- [THE PROBLEM]: Filter these records by the string "button", copying each line that holds it.

- [Dataset items]:

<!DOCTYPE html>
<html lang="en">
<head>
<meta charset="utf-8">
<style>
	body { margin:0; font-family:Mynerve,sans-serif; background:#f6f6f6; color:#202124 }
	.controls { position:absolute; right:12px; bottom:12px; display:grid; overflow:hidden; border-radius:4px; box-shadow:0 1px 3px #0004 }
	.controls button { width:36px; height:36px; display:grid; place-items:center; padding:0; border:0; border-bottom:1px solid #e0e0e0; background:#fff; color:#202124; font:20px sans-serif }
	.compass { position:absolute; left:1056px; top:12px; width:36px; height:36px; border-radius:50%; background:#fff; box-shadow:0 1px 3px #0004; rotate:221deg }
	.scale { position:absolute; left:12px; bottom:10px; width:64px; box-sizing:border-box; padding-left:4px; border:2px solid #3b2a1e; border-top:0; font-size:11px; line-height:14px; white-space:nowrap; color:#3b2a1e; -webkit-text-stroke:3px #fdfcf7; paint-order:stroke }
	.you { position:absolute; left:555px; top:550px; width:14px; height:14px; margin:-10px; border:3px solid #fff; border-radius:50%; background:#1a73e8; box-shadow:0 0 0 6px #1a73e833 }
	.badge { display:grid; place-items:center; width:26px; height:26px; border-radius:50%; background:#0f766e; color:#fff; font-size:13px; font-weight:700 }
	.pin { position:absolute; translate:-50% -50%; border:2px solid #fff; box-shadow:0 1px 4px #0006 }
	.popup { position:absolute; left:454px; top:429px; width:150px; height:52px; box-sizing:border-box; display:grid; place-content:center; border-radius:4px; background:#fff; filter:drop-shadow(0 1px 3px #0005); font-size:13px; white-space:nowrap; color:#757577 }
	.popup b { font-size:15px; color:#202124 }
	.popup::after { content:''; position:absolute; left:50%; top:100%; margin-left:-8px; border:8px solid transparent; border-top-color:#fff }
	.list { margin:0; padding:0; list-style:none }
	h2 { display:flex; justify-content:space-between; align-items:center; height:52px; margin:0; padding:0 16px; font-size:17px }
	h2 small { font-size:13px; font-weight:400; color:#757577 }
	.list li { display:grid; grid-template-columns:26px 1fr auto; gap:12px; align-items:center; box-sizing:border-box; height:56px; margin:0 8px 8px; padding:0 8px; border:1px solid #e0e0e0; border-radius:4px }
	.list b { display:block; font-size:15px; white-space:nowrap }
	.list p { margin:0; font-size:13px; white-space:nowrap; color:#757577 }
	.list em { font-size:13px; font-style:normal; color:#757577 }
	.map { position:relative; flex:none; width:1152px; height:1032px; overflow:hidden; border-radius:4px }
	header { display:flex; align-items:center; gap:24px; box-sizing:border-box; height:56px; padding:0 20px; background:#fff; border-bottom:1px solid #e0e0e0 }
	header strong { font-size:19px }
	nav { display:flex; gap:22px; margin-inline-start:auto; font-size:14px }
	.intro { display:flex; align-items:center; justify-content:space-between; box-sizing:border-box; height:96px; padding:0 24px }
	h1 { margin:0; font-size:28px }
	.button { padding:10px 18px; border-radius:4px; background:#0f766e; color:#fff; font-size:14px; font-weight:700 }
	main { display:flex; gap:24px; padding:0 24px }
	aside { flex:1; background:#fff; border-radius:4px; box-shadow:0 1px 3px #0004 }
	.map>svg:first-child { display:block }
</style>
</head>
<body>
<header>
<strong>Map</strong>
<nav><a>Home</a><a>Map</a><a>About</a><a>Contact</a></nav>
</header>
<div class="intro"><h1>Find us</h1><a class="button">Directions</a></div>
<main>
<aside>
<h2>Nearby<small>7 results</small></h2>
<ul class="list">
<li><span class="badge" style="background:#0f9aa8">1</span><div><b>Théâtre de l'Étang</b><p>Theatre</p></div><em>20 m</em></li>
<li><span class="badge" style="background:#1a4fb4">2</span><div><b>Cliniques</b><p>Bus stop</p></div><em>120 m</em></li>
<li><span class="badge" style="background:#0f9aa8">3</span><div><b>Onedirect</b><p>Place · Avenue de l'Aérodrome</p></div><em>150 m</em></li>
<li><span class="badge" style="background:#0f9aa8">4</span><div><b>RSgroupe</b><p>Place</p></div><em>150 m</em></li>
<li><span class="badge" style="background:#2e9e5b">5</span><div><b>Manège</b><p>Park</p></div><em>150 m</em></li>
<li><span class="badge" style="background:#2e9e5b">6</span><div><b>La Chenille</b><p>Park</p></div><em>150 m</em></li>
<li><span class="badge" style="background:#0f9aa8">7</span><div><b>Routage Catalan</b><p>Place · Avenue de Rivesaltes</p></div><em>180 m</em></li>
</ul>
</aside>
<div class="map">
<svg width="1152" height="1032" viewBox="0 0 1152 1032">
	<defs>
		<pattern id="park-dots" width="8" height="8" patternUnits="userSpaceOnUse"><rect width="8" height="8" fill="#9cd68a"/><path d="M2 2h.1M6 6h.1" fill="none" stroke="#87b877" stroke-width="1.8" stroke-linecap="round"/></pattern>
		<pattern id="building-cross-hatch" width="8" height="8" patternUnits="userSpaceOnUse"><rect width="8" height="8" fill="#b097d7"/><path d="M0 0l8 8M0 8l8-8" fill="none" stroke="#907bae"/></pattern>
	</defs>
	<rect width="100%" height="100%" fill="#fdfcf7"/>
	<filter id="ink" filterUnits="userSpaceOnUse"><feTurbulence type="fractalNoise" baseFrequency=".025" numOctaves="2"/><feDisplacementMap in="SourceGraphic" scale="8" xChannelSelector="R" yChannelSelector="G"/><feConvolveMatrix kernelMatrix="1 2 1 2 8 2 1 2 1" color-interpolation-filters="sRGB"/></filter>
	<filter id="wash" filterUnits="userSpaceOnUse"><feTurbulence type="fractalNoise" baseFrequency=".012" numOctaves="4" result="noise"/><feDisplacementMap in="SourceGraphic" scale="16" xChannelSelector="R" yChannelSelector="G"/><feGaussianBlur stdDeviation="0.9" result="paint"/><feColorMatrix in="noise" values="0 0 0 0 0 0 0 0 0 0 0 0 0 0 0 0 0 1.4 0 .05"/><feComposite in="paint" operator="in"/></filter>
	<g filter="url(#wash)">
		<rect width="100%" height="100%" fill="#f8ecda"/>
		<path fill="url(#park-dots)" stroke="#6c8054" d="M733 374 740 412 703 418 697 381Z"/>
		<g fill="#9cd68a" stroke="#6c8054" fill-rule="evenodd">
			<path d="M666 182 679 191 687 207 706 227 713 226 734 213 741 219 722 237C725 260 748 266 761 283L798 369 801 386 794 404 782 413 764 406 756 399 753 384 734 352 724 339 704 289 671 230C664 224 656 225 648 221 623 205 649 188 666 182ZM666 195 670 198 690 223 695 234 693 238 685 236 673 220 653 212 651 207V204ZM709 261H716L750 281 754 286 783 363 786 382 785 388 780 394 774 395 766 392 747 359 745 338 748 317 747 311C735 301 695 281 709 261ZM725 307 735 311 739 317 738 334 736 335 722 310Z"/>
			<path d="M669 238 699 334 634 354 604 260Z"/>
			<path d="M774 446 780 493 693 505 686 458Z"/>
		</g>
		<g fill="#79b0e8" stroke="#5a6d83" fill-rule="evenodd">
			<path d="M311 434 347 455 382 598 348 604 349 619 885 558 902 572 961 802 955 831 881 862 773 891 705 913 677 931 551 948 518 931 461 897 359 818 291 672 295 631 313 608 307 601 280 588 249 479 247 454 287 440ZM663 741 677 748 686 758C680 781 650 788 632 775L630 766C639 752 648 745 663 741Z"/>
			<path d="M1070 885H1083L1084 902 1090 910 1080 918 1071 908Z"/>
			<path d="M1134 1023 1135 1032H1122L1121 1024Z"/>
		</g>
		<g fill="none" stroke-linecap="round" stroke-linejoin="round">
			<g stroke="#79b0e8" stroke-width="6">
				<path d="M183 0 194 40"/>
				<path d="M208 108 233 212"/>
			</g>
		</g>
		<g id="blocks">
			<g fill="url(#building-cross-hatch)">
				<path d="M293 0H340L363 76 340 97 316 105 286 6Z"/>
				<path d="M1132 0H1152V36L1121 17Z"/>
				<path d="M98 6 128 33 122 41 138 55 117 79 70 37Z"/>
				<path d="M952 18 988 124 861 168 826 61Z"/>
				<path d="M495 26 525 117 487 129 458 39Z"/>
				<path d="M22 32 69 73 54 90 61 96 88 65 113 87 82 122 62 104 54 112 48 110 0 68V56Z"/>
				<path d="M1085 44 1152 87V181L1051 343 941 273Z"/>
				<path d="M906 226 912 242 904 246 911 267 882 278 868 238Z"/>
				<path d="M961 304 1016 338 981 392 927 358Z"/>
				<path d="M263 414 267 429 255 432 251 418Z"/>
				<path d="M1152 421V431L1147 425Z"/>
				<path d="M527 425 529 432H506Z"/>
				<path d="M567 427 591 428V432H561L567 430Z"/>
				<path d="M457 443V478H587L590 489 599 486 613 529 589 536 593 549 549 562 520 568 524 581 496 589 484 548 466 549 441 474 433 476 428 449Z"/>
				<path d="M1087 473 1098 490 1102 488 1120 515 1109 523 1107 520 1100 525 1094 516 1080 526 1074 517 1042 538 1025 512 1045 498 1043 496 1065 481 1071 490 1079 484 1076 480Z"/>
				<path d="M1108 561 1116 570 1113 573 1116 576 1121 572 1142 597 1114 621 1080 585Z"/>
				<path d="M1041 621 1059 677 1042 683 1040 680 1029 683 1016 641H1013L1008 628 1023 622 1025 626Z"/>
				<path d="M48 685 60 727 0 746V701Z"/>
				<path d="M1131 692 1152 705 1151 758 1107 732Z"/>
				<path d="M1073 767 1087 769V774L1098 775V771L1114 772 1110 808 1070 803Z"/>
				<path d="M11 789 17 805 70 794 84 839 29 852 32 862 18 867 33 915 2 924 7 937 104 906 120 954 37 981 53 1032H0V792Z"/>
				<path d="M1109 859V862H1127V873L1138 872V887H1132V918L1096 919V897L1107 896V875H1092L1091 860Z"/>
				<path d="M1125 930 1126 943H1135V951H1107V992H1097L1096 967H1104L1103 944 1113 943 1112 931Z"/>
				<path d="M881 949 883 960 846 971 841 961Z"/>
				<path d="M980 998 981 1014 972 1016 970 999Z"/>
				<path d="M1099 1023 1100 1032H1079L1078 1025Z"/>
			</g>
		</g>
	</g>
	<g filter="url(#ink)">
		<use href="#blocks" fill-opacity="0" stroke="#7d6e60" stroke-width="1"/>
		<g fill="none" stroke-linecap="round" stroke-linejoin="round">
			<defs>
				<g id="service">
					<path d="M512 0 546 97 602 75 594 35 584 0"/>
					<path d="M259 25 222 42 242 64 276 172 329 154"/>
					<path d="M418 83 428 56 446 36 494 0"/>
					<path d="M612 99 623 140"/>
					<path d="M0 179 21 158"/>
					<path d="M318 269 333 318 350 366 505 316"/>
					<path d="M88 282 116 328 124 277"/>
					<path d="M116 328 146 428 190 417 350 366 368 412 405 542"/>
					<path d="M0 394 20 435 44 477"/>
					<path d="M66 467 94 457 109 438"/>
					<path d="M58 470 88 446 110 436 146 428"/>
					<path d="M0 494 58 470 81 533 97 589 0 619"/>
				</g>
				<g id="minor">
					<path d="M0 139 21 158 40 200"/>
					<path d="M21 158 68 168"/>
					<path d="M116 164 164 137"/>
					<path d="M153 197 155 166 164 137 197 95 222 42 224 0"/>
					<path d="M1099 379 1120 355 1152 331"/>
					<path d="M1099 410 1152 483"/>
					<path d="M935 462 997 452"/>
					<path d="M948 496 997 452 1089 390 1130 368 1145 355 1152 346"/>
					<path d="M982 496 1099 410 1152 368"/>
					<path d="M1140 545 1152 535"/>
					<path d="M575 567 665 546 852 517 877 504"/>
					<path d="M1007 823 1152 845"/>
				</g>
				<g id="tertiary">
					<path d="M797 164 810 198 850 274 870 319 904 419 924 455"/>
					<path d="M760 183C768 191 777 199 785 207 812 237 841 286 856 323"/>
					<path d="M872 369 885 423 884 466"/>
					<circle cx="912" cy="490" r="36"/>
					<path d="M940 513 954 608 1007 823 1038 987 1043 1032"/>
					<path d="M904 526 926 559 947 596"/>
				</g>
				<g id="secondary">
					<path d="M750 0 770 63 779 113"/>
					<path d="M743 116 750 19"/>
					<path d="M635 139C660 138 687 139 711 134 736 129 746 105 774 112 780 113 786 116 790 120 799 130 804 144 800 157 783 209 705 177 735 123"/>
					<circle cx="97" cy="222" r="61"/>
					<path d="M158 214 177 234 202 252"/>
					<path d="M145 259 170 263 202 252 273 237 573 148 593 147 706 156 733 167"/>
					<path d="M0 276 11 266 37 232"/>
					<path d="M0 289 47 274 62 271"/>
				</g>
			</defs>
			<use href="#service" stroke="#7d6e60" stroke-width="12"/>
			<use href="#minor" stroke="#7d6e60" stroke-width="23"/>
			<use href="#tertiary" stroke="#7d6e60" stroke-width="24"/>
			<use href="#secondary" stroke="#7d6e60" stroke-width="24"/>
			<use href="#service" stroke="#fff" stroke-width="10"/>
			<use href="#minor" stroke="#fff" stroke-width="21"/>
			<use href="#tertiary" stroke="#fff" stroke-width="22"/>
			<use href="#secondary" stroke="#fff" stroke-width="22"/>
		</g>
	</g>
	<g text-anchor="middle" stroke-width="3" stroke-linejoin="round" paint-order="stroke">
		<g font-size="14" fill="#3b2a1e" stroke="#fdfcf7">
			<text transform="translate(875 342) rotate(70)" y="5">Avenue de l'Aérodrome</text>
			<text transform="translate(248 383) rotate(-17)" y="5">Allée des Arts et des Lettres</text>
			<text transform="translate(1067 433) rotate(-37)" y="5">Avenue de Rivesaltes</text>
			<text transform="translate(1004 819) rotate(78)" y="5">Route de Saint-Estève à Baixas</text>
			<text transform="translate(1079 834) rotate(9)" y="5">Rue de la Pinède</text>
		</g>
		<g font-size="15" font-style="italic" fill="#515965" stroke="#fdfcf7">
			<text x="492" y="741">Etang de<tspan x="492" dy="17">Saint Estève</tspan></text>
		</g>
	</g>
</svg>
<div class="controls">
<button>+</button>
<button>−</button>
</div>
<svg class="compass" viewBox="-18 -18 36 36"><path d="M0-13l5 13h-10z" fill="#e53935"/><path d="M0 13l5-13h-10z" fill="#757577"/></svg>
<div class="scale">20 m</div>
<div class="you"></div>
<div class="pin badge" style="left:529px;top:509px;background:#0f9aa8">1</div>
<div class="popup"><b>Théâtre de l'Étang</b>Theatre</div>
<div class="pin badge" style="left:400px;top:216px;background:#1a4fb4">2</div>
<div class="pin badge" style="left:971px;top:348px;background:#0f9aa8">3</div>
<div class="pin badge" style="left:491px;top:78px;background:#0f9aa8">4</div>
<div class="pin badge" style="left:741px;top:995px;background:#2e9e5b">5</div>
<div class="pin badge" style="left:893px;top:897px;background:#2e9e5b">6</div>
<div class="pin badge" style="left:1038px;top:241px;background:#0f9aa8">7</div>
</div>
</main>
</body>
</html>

- [EXERCISE SOLUTION]:
	.controls button { width:36px; height:36px; display:grid; place-items:center; padding:0; border:0; border-bottom:1px solid #e0e0e0; background:#fff; color:#202124; font:20px sans-serif }
	.button { padding:10px 18px; border-radius:4px; background:#0f766e; color:#fff; font-size:14px; font-weight:700 }
<div class="intro"><h1>Find us</h1><a class="button">Directions</a></div>
<button>+</button>
<button>−</button>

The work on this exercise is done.